TO DO:
Every entry that follows should be written out again exactly.

DATASET RECORDS:
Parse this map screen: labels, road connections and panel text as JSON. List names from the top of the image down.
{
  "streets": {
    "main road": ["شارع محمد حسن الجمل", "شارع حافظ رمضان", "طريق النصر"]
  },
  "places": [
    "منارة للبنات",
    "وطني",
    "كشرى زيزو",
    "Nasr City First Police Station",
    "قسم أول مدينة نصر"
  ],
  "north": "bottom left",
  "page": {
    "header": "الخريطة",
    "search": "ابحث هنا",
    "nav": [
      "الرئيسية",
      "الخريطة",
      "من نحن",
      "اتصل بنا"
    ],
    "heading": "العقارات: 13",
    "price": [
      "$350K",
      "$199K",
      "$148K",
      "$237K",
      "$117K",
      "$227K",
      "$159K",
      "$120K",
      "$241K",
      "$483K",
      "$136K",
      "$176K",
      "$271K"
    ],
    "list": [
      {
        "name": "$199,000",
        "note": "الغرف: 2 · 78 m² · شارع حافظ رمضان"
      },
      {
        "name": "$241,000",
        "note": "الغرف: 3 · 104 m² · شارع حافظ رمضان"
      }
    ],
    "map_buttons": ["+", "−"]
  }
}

SOLUTION BELOW:
Parse this map screen: labels, road connections and panel text as JSON. List names from the top of the image down.
{
  "streets": {
    "main road": ["شارع محمد حسن الجمل", "شارع حافظ رمضان", "طريق النصر"]
  },
  "places": [
    "منارة للبنات",
    "وطني",
    "كشرى زيزو",
    "Nasr City First Police Station",
    "قسم أول مدينة نصر"
  ],
  "north": "bottom left",
  "page": {
    "header": "الخريطة",
    "search": "ابحث هنا",
    "nav": [
      "الرئيسية",
      "الخريطة",
      "من نحن",
      "اتصل بنا"
    ],
    "heading": "العقارات: 13",
    "price": [
      "$350K",
      "$199K",
      "$148K",
      "$237K",
      "$117K",
      "$227K",
      "$159K",
      "$120K",
      "$241K",
      "$483K",
      "$136K",
      "$176K",
      "$271K"
    ],
    "list": [
      {
        "name": "$199,000",
        "note": "الغرف: 2 · 78 m² · شارع حافظ رمضان"
      },
      {
        "name": "$241,000",
        "note": "الغرف: 3 · 104 m² · شارع حافظ رمضان"
      }
    ],
    "map_buttons": ["+", "−"]
  }
}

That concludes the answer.